Please note, this blog post assumes you have deployed Citrix Ingress Controller with custom resource definitions installed. You can use the helm chart to install the Citrix Ingress Controller.
Step 1: Deploy Listener Custom Resource
A Listener custom resource configures the front-end parameters like IP address and certificates. It also must specify the HTTPRoute resources that are attached to the listener resource. As shown in the below spec, you can use LabelSelector to link all HTTPRoute resources with a given label to a Listener resource. In this example, Listener “beverages” will link all the HTTP resources with a label — “app: hotdrink.” You can also use the name and namespace of the HTTPRoute resource to link to a Listener resource.
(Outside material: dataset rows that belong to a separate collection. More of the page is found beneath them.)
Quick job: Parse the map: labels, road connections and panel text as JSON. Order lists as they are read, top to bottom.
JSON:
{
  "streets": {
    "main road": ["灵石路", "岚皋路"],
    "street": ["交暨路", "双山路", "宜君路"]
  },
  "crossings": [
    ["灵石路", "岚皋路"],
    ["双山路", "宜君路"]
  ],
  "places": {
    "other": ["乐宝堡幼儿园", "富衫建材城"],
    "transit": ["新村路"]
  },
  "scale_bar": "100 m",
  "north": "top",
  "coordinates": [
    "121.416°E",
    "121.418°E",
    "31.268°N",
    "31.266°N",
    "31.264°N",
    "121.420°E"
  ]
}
Create a file Listener_resource.yaml with the following YAML content.
apiVersion: citrix.com/v1alpha1
kind: Listener
metadata:
annotations:
name: beverages
namespace: default
spec:
vip: "x.x.x.x"
protocol: https
certificates:
- secret:
name: my-secret
port: 443
routes:
- labelSelector:
app: hotdrink
Deploy the Listener custom resource:
Kubectl apply -f Listener_resource.yaml
Step 2: Deploy HTTPRoute Custom resource
This step involves deploying a HTTPRoute custom resource that will use query parameter-based routing to route the traffic to “hotdrink-v2” if the request contains a query parameter “version=v2.” All other traffic must be sent to the “hotdrink” app.
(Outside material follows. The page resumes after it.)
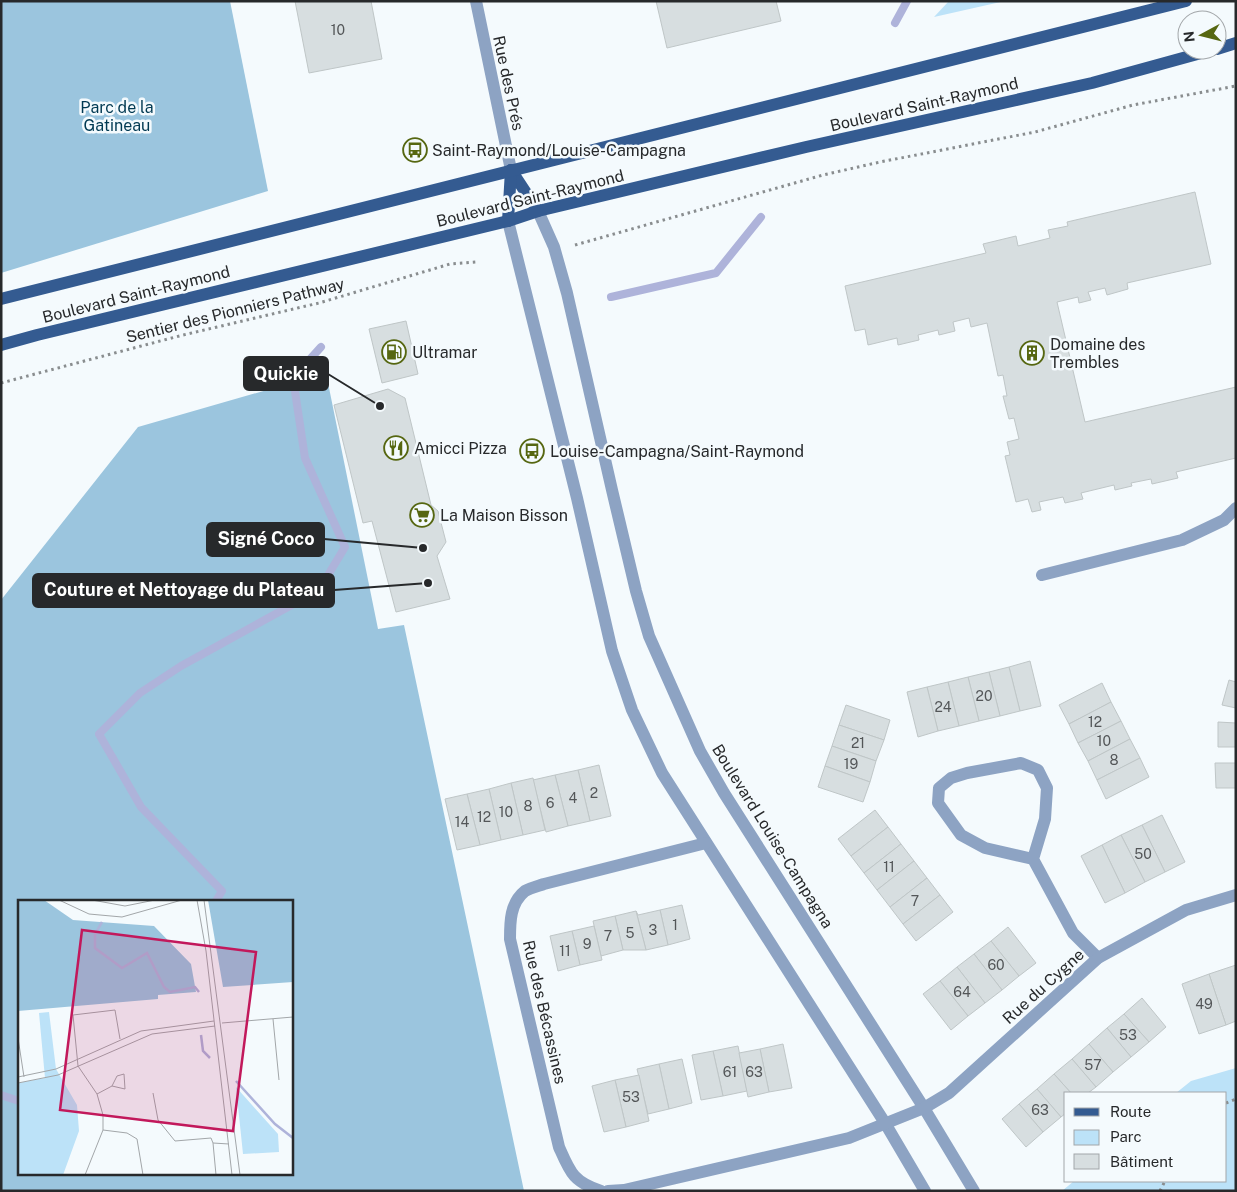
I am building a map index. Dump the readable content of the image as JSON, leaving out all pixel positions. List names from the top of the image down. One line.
{"streets":{"main road":["Boulevard Saint-Raymond"],"street":["Rue des Prés","Boulevard Louise-Campagna","Rue du Cygne","Rue des Bécassines"],"path":["Sentier des Pionniers Pathway"]},"crossings":[["Rue des Prés","Boulevard Saint-Raymond"],["Boulevard Saint-Raymond","Boulevard Louise-Campagna"],["Boulevard Louise-Campagna","Rue du Cygne"]],"parks":["Parc de la Gatineau"],"places":{"bus stop":["Saint-Raymond/Louise-Campagna","Louise-Campagna/Saint-Raymond"],"fuel station":["Ultramar"],"building":["Domaine des Trembles"],"other":["Quickie","Signé Coco","Couture et Nettoyage du Plateau"],"restaurant":["Amicci Pizza"],"supermarket":["La Maison Bisson"]},"house_numbers":["10","20","24","12","10","21","8","19","2","4","6","8","10","12","14","50","11","7","1","3","5","7","9","11","60","64","49","53","57","61","63","53","63"],"legend":["Route","Parc","Bâtiment"],"north":"left"}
Create a file HTTPRoute_resource.yaml with following YAML content.
apiVersion: citrix.com/v1alpha1
kind: HTTPRoute
metadata:
name: hotdrink-route
namespace: default
labels:
app: hotdrink
spec:
hostname:
- hotdrink.beverages.com
rules:
- name: hotdrinks-v2
match:
- queryParams:
- name: version
exact: v2
action:
backend:
kube:
service: hotdrinks-v2
port: 80
- name: hotdrinks-v1
match:
- path:
prefix: /
action:
backend:
kube:
service: hotdrinks
port: 80
Deploy HTTPRoute_Resource.yaml
This will configure the Citrix ADC to content switch the traffic to VIP based on the HTTP query parameter.
Learn More
You can achieve routing based on various HTTP parameters for apps deployed in Kubernetes clusters using content-routing CRDs with Citrix Ingress Controller and Citrix ADC, which isn’t possible with Kubernetes standard ingress resources. This supports use cases like A/B testing and canary deployments. You can also use these CRDs to route client traffic to different services based on the client form factors.